__Exercise objective__: Please repeat the data exactly. Any picture in it stays out.

__Data__:

== Segment start ==

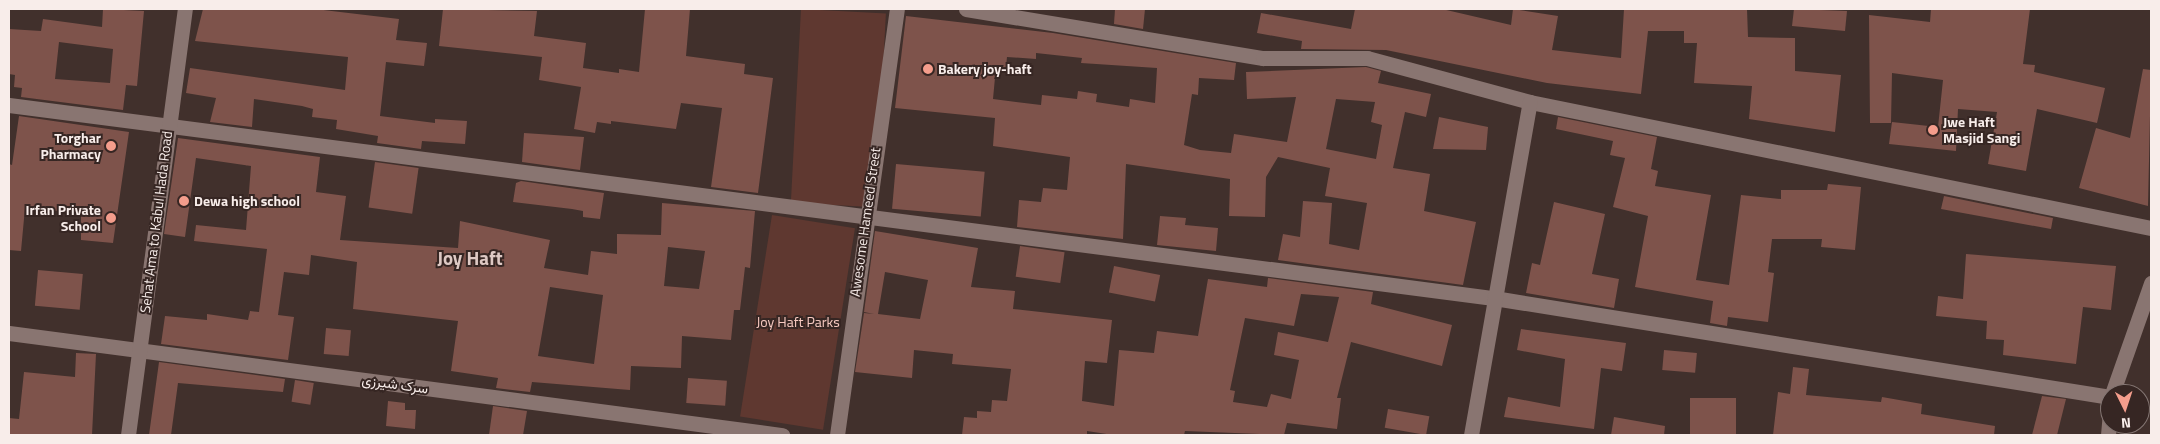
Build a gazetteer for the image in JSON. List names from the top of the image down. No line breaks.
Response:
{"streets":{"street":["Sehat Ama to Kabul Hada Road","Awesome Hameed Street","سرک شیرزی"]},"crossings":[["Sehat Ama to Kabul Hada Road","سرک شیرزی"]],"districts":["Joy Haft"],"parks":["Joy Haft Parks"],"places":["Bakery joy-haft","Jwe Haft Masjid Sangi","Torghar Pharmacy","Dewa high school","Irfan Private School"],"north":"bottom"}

== Segment end ==

__Reply__:
Build a gazetteer for the image in JSON. List names from the top of the image down. No line breaks.
Response:
{"streets":{"street":["Sehat Ama to Kabul Hada Road","Awesome Hameed Street","سرک شیرزی"]},"crossings":[["Sehat Ama to Kabul Hada Road","سرک شیرزی"]],"districts":["Joy Haft"],"parks":["Joy Haft Parks"],"places":["Bakery joy-haft","Jwe Haft Masjid Sangi","Torghar Pharmacy","Dewa high school","Irfan Private School"],"north":"bottom"}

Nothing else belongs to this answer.